Ilustração: domínio público
Encostados no balcão da lanchonete da rodoferroviária de Curitiba, os dois amigos tomavam café da manhã. Trabalhavam na redondeza e se divertiam ouvindo trechos de conversas de pessoas desconhecidas que passavam pela estação. Quando o ônibus partia, se alguma mulher olhasse pela janela, os dois acenavam, jogavam beijos para a estranha e não raramente faziam gestos obscenos ou gritavam frases como: “- Não me abandone, meu amor! Volte para nossos filhos! Por favor não se vá” ou, pior, “Vai... vai embora sua piranha! Cadela sem vergonha! Vai viver com seu amante, vagabunda!”.
A infeliz fechava a janela constrangida enquanto os outros passageiros abriam a janela para ver e ouvir o que eles gritavam.
Outra diversão dos dois amigos era inventar diálogos a partir de uma frase que ouviam nas despedidas, colocando-a num contexto que não tinha nada a ver com a conversa.
Naquele dia, por exemplo, uma senhora cuja saia farta e florida entrava incomodamente nas nádegas também fartas, embarcou no ônibus da Reunidas e despediu-se de um homem mais jovem, dizendo “... e faça o que eu mandei!”. Um deles pegou daí e emendou: “Pode deixar, sua velha desgraçada. Vou encher sua filha de porrada”. E o outro complementou: “Ai benzinho, bate mais, assim, isso, mais, mais, gostosão!”
O viajante encostado no balcão da lanchonete, esperando um misto frio e um pingado, olhou para os dois marmanjos e balançou a cabeça, inconformado com aquela brincadeira de mau gosto.
O lanche do viajante chegou. O sujeito deu uma mordida, mastigou, fez uma expressão de quem está experimentando um sabor inesperado e olhou intrigado para o sanduíche. Tomou um gole do pingado, deu uma abocanhada maior, mastigou, mastigou, franziu a testa, mordeu de novo, engoliu e olhou interrogativo para o lanche. Repetiu isso várias vezes, até restar somente um terço do pão.
─ Moça, não tem queijo aqui nesse misto!
A garçonete pegou o resto do sanduíche que sobrou na mão dele, abriu-o e constatou que não tinha queijo. Mostrou para as outras moças. Cochichou no ouvido da amiga, dizendo que talvez o sujeito já tivesse comido todo o queijo. Uma delas cheirou o sanduíche e confirmou: “não tem cheiro de queijo”. A outra sugeriu dar uma fatia de queijo para o freguês ficar quieto.
─ Não quero uma fatia de queijo. Eu pedi um misto: pão, presunto e queijo. Entendeu?
A moça, tentando evitar discussões constrangedoras, lhe ofereceu mais um misto frio de graça.
─ Não quero outro! Quero o que pedi! Comé que fica meu prejuízo?
Sem saber o que fazer, a garçonete chamou o gerente, explicando a situação. Ele propôs descontar o valor da fatia de queijo. O passageiro descontente e indignado retrucou:
─ Não quero desconto. Fui enganado. Quero saber comé que fica meu prejuízo! Você não entende?

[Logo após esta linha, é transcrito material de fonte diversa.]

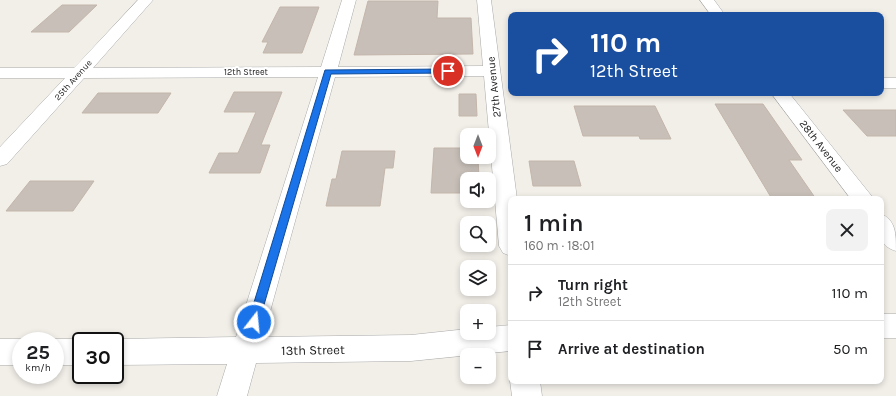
<!DOCTYPE html>
<html lang="en">
<head>
<meta charset="utf-8">
<style>
  :root { --surface:#fff; --page:#f2f2f2; --text:#202124; --muted:#757577; --line:#e0e0e0 }
  body { margin:0; font-family:Karla,sans-serif; background:var(--page); color:var(--text); height:100vh; display:flex; flex-direction:column; font-size:15px; white-space:nowrap }
  * { box-sizing:border-box; margin:0 }
  p { font-size:13px; color:var(--muted) }
  .icon { flex:none; width:22px; height:22px; fill:none; stroke:currentColor; stroke-width:2; stroke-linecap:round; stroke-linejoin:round }
  .map { position:relative; flex:1; overflow:hidden }
  .side { position:absolute; left:508px; top:196px; width:376px; height:188px; display:flex; flex-direction:column; background:var(--surface); border-radius:8px; box-shadow:0 2px 6px #0003 }
  .side>* { flex:none }
  .hud { position:absolute; left:508px; top:12px; width:376px; height:84px; border-radius:8px; box-shadow:0 2px 6px #0003; background:#1a4fa0; color:#fff; overflow:hidden }
  .needle { width:26px; rotate:180deg }
  .controls { position:absolute; left:460px; top:128px; display:grid; gap:8px }
  .controls a { display:grid; place-items:center; width:36px; height:36px; border-radius:8px; background:var(--surface); box-shadow:0 2px 6px #0003; font-size:20px }
  .speed { position:absolute; left:12px; top:332px; display:flex; gap:8px; font-size:20px; font-weight:700; text-align:center }
  .speed>* { display:grid; place-content:center; width:52px; height:52px; border-radius:50%; background:var(--surface); box-shadow:0 2px 6px #0003; line-height:1 }
  .speed small { font-size:10px; font-weight:400 }
  .speed .limit { border:2px solid #111; border-radius:6px; background:#fff; color:#111 }
  .pin { position:absolute; display:grid; place-items:center; width:34px; height:34px; color:#fff; margin:-17px; border:2px solid #fff; border-radius:50%; box-shadow:0 1px 4px #0007 }
  .me { position:absolute; width:44px; margin:-22px; rotate:16deg; stroke-linejoin:round; filter:drop-shadow(0 0 3px #0008) }
  .turn { display:flex; align-items:center; gap:14px; height:84px; padding:0 16px; font-size:18px }
  .turn .icon { width:52px; height:52px; stroke-width:2.5 }
  .turn b { display:block; font-size:28px; line-height:34px }
  .round { display:grid; place-items:center; flex:none; width:42px; height:42px; border-radius:8px; background:var(--page) }
  .overview { display:flex; align-items:center; justify-content:space-between; height:68px; padding:0 16px }
  h1 { font-size:24px; font-weight:600; line-height:30px }
  ul { padding:0; list-style:none }
  li { display:flex; align-items:center; gap:12px; height:56px; padding:0 16px; border-top:1px solid var(--line) }
  li div { flex:1 }
  li b { display:block; font-size:15px }
  li em { font-style:normal }
  .map>svg:first-child { display:block }
</style>
</head>
<body>
<div class="map">
<svg width="896" height="396" viewBox="0 0 896 396">
  <rect width="100%" height="100%" fill="#f2efe9"/>
  <!-- building -->
  <path fill="#c7bfb8" stroke="#c4b6ab" d="M368 1H438L437 18H471L473 54 354 55Z
    M62 5H97L69 32H31Z
    M280 7H319L302 53H263L268 42H262Z
    M234 92H282L261 145H270L260 173H209L219 153H238L256 112H224Z
    M98 93H171L158 113H82Z
    M459 94H476L477 116H459Z
    M715 104H763L802 160H789L816 199H772Z
    M574 106H655L671 139H640L639 136H583Z
    M843 110H896V136H867Z
    M434 148H467V157H478L479 179H467V193H431Z
    M342 151H395L393 168H385L380 206H326L332 179H336Z
    M529 161H574L581 186H533Z
    M30 181H94L73 211H6Z"/>
  <g fill="none" stroke-linecap="round" stroke-linejoin="round">
    <!-- street casing -->
    <g stroke="#a9a9a9" stroke-width="1">
      <path id="street" d="M138 0H153L93 68 321 67 342 0H356L338 67 483 66 477 0H491L517 199H511V256L503 253 499 246 484 76 335 77 263 337 411 335 467 329V333H489V327L511 325V351L411 361 256 363 247 396H217L227 364 115 365V341H109L115 339 236 337 318 77 84 78 7 164 0 166V147L65 78H0V68H74Z
        M700 0H714L725 15H711Z
        M881 78H896V88H881Z
        M771 93H789L874 199H851Z
        M881 214C896 220 896 234 896 251 876 245 881 231 881 214Z
        M881 314H896V338H881Z
        M0 339H21L27 341H21V365H0Z
        M55 339H81L87 341H81V365H55V341H49Z
        M511 379V381H540L542 396H512L510 381Z"/>
    </g>
    <!-- street -->
    <use href="#street" fill="#fff" fill-rule="evenodd"/>
  </g>
  <!-- route -->
  <path fill="#1a73e8" stroke="#114b97" d="M448 69 451 71 450 73 331 74 259 322 258 326 254 327 250 326 248 322 325 70Z"/>
  <g text-anchor="middle" dominant-baseline="central" stroke-width="4" stroke-linejoin="round" paint-order="stroke">
    <!-- far-street labels -->
    <g font-size="9" fill="#222" stroke="#fff">
      <text x="246" y="72">12th Street</text>
      <text transform="translate(73 80) rotate(-48)">25th Avenue</text>
    </g>
    <!-- street labels -->
    <g font-size="11" fill="#222" stroke="#fff">
      <text transform="translate(494 87) rotate(-96)">27th Avenue</text>
      <text transform="translate(821 146) rotate(52)">28th Avenue</text>
    </g>
    <!-- near-street labels -->
    <g font-size="13" fill="#222" stroke="#fff">
      <text transform="translate(313 350) rotate(-1)">13th Street</text>
    </g>
  </g>
</svg>
<div class="controls">
<a><svg class="needle" viewBox="-14 -14 28 28"><path d="M0-13l5 13h-10z" fill="#e53935"/><path d="M0 13l5-13h-10z" fill="#757577"/></svg></a>
<a><svg class="icon" aria-label="sound" viewBox="0 0 24 24"><path d="M4 9h4l5-4v14l-5-4H4zM17 9q2 3 0 6"/></svg></a>
<a><svg class="icon" aria-label="search" viewBox="0 0 24 24"><circle cx="10" cy="10" r="6"/><path d="M15 15l6 6"/></svg></a>
<a><svg class="icon" aria-label="layers" viewBox="0 0 24 24"><path d="M12 4l9 5-9 5-9-5zM3 14l9 5 9-5"/></svg></a>
<a>+</a>
<a>−</a>
</div>
<div class="speed"><div>25<small>km/h</small></div><div class="limit">30</div></div>
<div class="pin" style="left:448px;top:71px;background:#d93025"><svg class="icon" aria-label="arrive" viewBox="0 0 24 24"><path d="M6 21V4h12l-3 4 3 4H6"/></svg></div>
<svg class="me" style="left:254px;top:322px" viewBox="-20 -20 40 40"><circle r="17" fill="#1a73e8" stroke="#fff" stroke-width="3"/><path d="M0-11L8 9 0 5-8 9z" fill="#fff"/></svg>
<div class="hud">
<div class="turn"><svg class="icon" aria-label="right" viewBox="0 0 24 24"><path d="M7 20v-9h11M14 6l5 5-5 5"/></svg><div><b>110 m</b>12th Street</div></div>
</div>
<section class="side">
<div class="overview"><div><h1>1 min</h1><p>160 m · 18:01</p></div><a class="round"><svg class="icon" aria-label="close" viewBox="0 0 24 24"><path d="M6 6l12 12M18 6L6 18"/></svg></a></div>
<ul>
<li><svg class="icon" aria-label="right" viewBox="0 0 24 24"><path d="M7 20v-9h11M14 6l5 5-5 5"/></svg><div><b>Turn right</b><p>12th Street</p></div><em>110 m</em></li>
<li><svg class="icon" aria-label="arrive" viewBox="0 0 24 24"><path d="M6 21V4h12l-3 4 3 4H6"/></svg><div><b>Arrive at destination</b></div><em>50 m</em></li>
</ul>
</section>
</div>
</body>
</html>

O gerente tentou acalmá-lo propondo devolver todo o dinheiro que pagara pelo sanduíche.
─ Não quero dinheiro! Você não entende? Você não pode me devolver o que nunca lhe emprestei. Você não pode me dar o que nunca teve. Você não pode desfazer o que nunca fez. Você não pode fazer nada. Eu só quero saber comé que fica meu prejuízo?
Os dois amigos pagaram a conta e voltaram para o trabalho, calados. Aquele trecho de conversa ficou martelando em seus pensamentos como prego em suas carnes.
Como é que fica meu prejuízo? Quem vai restituir o apetite depois de enganada a fome? Como preencher a falta do que nunca existiu? Como explicar a presença da ausência? Como cobrar uma dívida se não há devedor? O que dizer para alguém que passou dois terços da vida esperando encontrar sua “fatia de queijo” que nuca existiu? Quem vai me ressarcir o tempo, o gosto, a vontade, o prazer, a fome? Quem? Como é que fica meu prejuízo? Você me entende?
Um comentário:
Valeu Frederico. Acampanho teu blog desde o princípio (tenho-o linkado no meu). É sempre uma boa leitura, reflexiva, crítica e com imagens de muito bom gosto. Pra encher olhos e alma. Parabéns e obrigada pelo privilégio do espaço.